What is Post-Quantum Cryptography (PQC)?

Post-quantum cryptography refers to cryptographic algorithms designed to secure data against attacks from both classical and large-scale quantum computers, ensuring long-term confidentiality.

Post-Quantum Cryptography (PQC) is the development of cryptographic algorithms—typically based on lattice-based cryptography, hash-based signatures, or code-based systems—that are believed to be secure against cryptanalytic attacks by a cryptographically relevant quantum computer. Unlike quantum key distribution, PQC runs on standard classical hardware and replaces vulnerable RSA and Elliptic Curve Cryptography (ECC) algorithms with mathematical problems resistant to Shor's algorithm.

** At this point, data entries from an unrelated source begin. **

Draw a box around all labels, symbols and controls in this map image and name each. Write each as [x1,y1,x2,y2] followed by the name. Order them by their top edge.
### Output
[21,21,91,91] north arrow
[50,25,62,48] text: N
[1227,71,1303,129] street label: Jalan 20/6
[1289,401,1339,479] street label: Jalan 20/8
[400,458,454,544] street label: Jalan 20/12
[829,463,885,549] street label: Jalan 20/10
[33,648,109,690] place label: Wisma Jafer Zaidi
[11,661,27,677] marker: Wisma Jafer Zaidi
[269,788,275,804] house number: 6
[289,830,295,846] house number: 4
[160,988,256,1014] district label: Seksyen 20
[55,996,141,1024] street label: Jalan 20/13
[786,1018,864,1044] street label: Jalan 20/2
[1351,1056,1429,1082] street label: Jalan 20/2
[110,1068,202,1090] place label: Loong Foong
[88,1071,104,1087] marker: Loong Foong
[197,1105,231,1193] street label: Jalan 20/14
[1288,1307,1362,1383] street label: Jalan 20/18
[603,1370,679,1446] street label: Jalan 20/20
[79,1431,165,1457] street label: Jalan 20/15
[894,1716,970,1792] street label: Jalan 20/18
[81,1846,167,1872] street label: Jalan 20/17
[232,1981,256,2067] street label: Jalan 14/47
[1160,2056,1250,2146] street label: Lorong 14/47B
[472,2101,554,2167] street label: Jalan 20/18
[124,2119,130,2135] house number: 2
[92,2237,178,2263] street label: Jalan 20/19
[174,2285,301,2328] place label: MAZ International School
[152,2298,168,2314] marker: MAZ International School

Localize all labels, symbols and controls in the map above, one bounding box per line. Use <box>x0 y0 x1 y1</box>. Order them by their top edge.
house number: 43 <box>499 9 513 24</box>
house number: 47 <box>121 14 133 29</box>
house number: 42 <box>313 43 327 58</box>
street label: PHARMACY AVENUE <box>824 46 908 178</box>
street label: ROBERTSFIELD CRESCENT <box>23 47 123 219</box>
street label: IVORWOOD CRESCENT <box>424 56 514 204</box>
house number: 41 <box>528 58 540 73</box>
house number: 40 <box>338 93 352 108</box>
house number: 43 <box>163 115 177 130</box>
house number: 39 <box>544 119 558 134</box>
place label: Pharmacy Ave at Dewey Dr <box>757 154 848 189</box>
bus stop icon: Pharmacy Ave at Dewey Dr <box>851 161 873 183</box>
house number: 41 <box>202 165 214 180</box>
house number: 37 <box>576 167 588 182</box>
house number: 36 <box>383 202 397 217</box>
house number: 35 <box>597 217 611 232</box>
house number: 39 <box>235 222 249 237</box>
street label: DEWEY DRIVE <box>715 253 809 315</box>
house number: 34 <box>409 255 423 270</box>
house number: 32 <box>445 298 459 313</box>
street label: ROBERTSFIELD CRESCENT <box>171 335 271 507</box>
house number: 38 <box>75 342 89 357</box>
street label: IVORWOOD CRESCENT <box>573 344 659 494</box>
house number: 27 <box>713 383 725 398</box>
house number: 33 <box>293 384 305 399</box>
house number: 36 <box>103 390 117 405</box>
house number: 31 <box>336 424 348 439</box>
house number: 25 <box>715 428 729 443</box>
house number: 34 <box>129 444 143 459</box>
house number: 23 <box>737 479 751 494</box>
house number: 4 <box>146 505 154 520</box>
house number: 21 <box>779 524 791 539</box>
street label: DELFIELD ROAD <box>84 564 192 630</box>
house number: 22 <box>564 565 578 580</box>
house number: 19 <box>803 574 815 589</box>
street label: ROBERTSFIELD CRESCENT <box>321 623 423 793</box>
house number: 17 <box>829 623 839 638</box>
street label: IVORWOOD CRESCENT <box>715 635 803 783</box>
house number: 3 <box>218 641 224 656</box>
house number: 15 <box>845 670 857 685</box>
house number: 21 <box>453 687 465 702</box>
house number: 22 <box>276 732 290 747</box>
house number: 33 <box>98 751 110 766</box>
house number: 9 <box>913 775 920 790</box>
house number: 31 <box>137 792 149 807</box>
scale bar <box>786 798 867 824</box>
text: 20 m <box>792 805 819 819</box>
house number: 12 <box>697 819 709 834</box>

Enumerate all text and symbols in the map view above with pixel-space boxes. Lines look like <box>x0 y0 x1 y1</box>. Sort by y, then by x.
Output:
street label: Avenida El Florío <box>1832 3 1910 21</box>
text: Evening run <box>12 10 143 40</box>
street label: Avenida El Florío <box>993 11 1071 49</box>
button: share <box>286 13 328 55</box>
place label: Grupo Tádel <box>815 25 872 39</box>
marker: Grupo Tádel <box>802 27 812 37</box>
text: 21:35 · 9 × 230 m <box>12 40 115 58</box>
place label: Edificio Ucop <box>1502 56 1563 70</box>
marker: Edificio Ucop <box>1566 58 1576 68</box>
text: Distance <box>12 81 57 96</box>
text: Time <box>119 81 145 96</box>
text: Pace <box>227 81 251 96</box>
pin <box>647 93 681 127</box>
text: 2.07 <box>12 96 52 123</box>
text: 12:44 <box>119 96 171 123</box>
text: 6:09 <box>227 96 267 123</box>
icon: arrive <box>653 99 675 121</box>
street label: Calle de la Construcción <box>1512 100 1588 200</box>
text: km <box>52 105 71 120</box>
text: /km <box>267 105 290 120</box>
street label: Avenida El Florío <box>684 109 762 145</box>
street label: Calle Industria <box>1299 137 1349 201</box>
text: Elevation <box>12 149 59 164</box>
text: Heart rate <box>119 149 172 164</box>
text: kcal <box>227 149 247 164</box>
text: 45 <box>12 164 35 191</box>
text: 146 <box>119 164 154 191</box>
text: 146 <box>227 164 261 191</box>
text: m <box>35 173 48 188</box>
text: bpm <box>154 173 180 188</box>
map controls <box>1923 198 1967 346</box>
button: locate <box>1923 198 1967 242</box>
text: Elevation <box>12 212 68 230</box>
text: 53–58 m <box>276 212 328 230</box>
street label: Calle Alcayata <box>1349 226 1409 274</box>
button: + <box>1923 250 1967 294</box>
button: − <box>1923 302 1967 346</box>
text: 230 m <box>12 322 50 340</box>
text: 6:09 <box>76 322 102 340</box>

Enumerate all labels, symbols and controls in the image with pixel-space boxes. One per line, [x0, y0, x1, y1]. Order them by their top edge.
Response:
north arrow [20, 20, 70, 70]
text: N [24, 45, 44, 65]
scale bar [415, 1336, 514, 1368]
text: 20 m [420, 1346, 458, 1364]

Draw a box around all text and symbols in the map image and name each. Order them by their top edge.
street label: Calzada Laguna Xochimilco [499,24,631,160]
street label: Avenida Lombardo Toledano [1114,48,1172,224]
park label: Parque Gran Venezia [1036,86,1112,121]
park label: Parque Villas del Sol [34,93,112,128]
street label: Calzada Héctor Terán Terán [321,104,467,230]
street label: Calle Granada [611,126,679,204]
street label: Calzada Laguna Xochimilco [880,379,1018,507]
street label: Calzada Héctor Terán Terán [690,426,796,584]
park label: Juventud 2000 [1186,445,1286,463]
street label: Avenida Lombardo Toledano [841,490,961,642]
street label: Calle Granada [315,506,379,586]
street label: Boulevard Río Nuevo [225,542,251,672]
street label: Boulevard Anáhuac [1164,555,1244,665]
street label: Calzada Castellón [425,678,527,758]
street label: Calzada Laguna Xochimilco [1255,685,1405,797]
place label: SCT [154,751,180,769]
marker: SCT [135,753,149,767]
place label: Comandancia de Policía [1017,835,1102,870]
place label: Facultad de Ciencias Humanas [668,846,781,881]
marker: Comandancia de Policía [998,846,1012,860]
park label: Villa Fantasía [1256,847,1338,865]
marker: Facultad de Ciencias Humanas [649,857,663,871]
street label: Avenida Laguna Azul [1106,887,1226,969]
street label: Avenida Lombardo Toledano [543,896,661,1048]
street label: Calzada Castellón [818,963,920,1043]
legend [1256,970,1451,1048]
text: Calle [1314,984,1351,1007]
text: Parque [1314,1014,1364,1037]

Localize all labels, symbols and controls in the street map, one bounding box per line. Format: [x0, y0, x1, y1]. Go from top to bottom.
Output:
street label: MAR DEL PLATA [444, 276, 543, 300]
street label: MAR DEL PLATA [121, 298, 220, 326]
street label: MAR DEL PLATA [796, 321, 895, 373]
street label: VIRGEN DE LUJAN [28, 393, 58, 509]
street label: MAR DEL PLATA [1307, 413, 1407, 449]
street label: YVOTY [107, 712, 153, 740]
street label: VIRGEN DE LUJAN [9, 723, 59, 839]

The primary goal is long-term data protection against 'harvest now, decrypt later' threats, where adversaries store encrypted healthcare data today to decrypt it once fault-tolerant quantum computers become available. Standardization is led by NIST, which has selected algorithms like CRYSTALS-Kyber for key encapsulation and CRYSTALS-Dilithium for digital signatures, ensuring cryptographic agility for regulated environments.

CRYPTOGRAPHIC RESILIENCE

Key Features of PQC

Post-Quantum Cryptography (PQC) standardizes algorithms designed to resist attacks from both classical and large-scale quantum computers, ensuring the long-term confidentiality and integrity of sensitive healthcare data.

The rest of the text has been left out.